Deferring Student Loans - The Pros and Cons

Is delaying the inevitable the best choice for your financial future?

So you've been out of school a few years, struggling with your bills and seriously considering deferring payment on your student loans until you can get your head above water. What options are available to you?

Before deciding to delay your student loan payments, consider what this might mean for your long-term financial future. While offering temporary relief, student loan deferment can result in having your loans trail after you like a ball and chain for a lot longer than is financially palatable. After all, there's nothing worse than paying off a student loan from a degree you earned years or even decades ago. Also, deferring your student debt can set a dangerous precedent for other aspects of your debt management: taking a cavalier approach to one kind of debt may tempt you to do the same with others.

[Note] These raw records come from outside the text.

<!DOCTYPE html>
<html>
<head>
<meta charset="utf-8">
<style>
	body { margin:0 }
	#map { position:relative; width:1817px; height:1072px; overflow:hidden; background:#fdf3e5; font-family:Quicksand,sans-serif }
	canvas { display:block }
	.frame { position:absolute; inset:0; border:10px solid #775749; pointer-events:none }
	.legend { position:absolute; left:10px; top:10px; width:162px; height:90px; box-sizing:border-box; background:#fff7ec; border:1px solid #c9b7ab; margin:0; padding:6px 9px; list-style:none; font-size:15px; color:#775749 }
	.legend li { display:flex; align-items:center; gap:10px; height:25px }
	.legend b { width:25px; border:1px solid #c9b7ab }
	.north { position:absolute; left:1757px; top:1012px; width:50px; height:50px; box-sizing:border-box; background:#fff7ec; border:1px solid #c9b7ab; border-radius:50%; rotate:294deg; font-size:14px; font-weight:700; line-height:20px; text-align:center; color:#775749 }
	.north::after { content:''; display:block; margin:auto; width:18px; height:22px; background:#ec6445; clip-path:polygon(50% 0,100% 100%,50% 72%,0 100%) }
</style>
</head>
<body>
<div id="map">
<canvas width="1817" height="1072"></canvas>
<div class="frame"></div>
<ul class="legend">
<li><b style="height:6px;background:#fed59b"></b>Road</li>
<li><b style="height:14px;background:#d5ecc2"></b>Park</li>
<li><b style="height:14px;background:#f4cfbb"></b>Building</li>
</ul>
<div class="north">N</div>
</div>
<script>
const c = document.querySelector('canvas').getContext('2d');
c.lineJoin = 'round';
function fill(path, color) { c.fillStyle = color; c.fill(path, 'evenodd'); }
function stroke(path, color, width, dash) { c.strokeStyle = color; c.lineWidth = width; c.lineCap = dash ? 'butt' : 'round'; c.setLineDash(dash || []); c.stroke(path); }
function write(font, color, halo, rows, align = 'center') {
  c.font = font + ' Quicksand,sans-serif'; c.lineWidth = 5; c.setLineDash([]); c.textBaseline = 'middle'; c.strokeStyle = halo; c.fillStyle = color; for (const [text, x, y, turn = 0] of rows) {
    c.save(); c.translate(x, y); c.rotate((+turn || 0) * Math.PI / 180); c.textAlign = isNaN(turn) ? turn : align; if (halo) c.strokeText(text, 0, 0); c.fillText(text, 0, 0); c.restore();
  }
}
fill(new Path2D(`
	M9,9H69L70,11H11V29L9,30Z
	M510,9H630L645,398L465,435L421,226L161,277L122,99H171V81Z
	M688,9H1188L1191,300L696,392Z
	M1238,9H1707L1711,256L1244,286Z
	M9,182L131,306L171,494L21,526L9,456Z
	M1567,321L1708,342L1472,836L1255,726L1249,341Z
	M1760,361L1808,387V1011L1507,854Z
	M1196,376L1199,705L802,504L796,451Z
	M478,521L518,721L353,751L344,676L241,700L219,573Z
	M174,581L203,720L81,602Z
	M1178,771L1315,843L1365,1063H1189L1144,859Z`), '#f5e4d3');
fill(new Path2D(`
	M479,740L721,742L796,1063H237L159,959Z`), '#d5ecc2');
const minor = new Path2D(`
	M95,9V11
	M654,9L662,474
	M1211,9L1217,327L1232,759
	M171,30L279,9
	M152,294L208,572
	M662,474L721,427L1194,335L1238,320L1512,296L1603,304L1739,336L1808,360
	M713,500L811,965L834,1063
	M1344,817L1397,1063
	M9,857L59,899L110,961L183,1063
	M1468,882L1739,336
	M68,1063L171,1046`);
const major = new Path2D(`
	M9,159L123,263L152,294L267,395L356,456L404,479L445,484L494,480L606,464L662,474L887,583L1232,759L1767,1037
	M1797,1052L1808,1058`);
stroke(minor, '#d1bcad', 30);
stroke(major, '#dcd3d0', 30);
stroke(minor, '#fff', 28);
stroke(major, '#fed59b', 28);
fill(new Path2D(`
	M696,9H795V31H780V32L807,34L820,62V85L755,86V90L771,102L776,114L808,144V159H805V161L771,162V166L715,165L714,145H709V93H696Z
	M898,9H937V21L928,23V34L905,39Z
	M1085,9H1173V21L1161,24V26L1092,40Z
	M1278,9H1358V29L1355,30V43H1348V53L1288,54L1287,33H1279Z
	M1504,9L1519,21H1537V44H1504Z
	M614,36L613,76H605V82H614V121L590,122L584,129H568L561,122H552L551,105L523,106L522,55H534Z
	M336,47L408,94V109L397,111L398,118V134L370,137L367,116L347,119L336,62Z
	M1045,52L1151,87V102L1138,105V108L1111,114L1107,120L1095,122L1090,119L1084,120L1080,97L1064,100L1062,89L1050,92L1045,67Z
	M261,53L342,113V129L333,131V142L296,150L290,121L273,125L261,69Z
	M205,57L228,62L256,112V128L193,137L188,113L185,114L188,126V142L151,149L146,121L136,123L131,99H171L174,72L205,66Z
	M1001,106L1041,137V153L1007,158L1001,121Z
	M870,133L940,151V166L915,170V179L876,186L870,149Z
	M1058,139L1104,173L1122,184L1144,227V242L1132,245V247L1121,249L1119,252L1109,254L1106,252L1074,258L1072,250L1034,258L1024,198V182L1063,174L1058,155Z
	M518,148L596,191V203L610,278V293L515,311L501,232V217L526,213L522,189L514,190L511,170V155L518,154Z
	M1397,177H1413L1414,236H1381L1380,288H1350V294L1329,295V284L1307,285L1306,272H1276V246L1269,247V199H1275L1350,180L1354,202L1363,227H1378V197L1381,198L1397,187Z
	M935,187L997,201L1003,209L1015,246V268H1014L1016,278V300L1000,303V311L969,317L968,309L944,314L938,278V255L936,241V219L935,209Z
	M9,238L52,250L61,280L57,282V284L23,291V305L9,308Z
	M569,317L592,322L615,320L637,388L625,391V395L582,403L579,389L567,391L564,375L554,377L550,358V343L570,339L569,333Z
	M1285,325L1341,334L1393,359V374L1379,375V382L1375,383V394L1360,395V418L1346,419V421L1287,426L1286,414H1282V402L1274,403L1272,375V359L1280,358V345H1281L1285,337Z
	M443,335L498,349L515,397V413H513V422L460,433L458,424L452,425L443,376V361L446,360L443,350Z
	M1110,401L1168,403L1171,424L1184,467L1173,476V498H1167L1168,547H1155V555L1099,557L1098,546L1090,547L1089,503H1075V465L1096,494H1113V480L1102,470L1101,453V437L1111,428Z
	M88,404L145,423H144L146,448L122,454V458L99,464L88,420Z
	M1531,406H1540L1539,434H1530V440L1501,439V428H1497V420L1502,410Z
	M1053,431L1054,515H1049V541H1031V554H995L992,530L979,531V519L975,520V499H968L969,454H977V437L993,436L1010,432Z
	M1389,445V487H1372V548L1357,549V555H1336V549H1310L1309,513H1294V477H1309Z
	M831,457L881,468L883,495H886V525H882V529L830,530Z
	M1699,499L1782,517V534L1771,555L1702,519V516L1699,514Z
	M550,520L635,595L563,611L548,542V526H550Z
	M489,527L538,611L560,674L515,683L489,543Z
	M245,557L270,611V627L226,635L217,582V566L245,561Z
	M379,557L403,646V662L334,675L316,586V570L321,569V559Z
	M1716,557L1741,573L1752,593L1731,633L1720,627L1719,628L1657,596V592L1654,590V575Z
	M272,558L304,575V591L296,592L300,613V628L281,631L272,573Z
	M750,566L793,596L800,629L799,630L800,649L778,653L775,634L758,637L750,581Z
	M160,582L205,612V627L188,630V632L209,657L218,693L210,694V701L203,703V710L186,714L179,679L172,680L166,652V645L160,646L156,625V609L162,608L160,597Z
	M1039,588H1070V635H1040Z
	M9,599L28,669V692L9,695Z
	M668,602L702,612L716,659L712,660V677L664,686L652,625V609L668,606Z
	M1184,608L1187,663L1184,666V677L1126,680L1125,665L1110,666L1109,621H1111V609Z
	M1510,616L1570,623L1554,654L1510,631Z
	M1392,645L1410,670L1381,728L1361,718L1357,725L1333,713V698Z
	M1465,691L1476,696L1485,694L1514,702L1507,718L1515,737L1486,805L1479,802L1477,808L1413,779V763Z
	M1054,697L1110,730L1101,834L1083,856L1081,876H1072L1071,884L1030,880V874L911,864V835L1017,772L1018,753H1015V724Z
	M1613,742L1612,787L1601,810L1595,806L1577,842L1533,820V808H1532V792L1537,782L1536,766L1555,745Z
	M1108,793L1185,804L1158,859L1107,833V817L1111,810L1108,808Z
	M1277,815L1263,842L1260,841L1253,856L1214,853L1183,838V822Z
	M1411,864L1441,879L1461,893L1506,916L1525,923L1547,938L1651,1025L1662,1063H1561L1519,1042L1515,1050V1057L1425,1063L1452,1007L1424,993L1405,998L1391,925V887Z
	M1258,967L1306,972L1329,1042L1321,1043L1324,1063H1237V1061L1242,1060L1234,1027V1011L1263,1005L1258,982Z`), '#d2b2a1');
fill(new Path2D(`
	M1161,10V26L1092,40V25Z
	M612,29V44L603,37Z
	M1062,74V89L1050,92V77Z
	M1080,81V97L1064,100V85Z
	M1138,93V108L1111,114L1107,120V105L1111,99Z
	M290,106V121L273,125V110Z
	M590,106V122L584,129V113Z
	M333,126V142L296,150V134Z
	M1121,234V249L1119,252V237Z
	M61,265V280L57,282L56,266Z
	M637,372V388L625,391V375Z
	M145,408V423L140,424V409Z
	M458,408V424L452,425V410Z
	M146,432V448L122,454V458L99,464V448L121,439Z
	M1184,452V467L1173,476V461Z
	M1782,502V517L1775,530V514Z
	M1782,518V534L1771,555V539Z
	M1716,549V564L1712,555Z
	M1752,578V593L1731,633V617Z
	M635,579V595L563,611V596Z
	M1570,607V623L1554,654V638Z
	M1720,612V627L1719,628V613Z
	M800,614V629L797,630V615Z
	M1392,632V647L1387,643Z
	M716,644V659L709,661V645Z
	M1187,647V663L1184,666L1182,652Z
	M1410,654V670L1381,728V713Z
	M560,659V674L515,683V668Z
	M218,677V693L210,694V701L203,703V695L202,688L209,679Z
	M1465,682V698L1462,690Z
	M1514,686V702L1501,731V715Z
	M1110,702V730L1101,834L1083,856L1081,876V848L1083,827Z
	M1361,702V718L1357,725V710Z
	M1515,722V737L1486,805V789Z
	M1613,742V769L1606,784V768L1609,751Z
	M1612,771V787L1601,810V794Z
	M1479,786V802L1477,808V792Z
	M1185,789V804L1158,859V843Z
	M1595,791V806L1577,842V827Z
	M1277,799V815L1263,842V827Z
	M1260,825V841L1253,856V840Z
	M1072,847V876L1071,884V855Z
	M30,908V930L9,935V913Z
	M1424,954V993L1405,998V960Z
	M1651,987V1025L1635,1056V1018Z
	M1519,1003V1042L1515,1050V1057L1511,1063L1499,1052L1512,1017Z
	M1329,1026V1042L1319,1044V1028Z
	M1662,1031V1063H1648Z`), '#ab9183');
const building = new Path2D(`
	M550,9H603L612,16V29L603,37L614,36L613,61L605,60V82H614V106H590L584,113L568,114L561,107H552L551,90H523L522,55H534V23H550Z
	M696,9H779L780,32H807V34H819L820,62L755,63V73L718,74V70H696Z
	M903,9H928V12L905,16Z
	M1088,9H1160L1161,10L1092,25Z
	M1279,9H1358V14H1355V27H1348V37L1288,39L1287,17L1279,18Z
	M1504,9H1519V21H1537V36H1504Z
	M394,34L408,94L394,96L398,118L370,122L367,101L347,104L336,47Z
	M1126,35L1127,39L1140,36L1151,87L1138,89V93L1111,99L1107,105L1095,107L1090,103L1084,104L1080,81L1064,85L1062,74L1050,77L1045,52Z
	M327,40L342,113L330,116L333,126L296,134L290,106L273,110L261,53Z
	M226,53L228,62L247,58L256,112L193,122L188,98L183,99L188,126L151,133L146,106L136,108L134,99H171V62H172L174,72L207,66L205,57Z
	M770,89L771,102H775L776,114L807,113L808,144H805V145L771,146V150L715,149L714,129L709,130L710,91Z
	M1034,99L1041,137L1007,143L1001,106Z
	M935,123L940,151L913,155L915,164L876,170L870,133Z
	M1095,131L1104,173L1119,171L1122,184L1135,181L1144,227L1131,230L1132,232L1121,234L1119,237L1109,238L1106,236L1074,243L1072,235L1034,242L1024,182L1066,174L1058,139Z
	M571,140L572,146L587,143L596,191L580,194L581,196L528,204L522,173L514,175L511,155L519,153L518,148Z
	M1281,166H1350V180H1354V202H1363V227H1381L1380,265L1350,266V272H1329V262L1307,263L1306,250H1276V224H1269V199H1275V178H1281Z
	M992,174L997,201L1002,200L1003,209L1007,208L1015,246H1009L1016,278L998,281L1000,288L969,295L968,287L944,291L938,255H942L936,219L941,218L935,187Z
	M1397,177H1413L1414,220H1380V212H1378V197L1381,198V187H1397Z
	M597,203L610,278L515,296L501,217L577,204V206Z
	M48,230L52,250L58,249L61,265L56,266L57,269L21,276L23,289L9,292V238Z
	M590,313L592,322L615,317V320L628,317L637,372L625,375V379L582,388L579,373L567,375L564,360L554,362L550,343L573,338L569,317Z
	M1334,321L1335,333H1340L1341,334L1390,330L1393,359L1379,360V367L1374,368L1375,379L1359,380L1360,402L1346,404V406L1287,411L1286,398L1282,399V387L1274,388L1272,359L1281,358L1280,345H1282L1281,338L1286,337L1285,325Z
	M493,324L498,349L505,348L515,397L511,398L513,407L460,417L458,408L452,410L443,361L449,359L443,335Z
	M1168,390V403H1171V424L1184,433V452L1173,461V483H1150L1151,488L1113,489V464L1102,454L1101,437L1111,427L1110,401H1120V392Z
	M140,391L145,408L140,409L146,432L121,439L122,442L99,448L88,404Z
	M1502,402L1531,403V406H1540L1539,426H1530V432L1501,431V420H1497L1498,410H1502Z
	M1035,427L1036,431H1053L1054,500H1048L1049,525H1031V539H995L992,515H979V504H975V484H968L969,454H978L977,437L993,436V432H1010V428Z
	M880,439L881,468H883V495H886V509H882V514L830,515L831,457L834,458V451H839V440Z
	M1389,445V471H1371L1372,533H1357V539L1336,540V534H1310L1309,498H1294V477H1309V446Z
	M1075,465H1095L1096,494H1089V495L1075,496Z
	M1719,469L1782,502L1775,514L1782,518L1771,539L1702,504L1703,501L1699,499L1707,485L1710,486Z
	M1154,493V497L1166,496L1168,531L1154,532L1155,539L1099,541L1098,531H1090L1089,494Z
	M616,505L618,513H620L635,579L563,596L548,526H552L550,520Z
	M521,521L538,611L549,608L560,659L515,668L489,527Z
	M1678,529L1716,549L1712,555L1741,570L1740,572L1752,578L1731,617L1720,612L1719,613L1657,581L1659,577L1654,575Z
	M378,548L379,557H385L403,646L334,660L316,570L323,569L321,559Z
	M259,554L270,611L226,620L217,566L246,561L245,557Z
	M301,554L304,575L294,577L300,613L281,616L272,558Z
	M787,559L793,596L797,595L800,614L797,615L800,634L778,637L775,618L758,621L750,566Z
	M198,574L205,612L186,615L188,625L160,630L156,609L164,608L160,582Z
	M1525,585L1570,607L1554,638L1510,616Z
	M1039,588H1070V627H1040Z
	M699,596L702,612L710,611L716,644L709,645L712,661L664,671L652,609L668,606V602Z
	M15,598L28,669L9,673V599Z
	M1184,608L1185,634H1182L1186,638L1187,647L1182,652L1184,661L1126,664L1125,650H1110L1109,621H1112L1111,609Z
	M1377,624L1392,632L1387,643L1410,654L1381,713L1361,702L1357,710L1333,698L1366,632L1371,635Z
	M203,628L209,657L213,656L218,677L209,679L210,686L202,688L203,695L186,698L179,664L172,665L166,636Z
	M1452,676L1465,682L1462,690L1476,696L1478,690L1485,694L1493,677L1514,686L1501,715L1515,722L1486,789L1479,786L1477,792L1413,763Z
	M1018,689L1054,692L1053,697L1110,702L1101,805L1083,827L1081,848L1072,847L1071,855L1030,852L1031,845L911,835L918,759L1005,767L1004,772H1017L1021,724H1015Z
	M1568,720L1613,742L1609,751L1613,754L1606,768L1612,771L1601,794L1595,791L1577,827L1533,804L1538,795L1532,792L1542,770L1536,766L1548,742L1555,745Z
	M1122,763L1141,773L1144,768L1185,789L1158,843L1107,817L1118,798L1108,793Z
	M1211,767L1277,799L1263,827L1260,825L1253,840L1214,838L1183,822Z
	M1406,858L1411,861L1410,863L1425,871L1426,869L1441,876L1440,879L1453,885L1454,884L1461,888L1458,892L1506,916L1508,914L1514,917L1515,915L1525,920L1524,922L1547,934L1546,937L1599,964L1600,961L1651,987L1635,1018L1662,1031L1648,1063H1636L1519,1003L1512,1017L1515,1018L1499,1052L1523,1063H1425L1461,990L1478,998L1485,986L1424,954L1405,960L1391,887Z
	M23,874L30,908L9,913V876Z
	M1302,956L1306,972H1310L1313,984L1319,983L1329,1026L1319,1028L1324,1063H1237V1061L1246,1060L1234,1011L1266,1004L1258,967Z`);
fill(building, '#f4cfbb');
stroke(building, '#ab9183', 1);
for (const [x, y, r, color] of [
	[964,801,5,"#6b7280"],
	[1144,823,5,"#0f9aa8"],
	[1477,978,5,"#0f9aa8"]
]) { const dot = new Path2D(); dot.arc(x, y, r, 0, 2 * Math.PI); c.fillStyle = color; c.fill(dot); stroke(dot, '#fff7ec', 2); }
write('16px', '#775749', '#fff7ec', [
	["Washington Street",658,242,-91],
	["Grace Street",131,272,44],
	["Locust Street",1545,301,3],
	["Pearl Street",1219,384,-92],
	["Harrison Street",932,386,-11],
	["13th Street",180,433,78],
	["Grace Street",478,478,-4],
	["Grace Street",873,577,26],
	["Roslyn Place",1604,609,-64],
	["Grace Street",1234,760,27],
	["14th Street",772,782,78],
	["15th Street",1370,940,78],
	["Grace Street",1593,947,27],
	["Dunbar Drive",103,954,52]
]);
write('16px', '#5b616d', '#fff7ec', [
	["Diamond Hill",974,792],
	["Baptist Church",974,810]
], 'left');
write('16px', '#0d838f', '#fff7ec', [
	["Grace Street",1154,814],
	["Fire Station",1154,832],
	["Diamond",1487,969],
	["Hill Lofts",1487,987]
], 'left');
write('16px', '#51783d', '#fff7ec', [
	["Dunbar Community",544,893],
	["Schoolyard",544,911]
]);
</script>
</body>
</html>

Still, if you've crunched the numbers in your monthly budget and decided you want to call a temporary halt to your monthly student loan payments, you do have some options. Here is a list of circumstances where you may qualify for student loan deferment:

  • Long-term or short-term disability: If you have suffered an injury that prevents you from working, either permanently or temporarily, you can apply to have your student loans deferred. The catch? You can't have had the injury while you were a student.
  • Unemployment: If you're out of work, you can apply to have some or all of your student debt deferred. The catch? You need to prove you are actively looking for work.
  • Economic hardship: If you're receiving certain types of social assistance, such as Supplemental Security Income or welfare, you may qualify to defer any student debt acquired after June 30, 1993. Even if you're not receiving any kind of assistance, you may still qualify. The catch? The formula to prove economic hardship - which includes your income, your monthly student loan payments and the national poverty level - is extremely complex.
  • You're going back to school: If you're returning to the hallowed halls of academia, you can apply to have some or all of your debt deferred. Two catches: if you have consolidated your loan with a private lender, you may not to be able to defer, and with the cost of tuition rising more than twice the rate of inflation each year, chances are you're going to have to take on even more debt.
  • Military service. Sign up with Uncle Sam and you can get a deferment on most or all of your loans. The catch? It may mean getting stationed in volatile war zones.

Another option available to you is getting forbearance on your loans. This isn't quite the same as deferment: forbearance is when your lender allows you to stop making payments for a set amount of time. The difference between deferment and forbearance is that with the latter your interest on the debt continues to accrue during the forbearance period, so this is not the wisest choice to make for your long-term financial health.

Another thing to keep in mind: Getting a deferment or forbearance does not lock in your interest rate (this is especially true if you have a Stafford loan), so when you eventually start back on your debts again, your monthly payment may increase.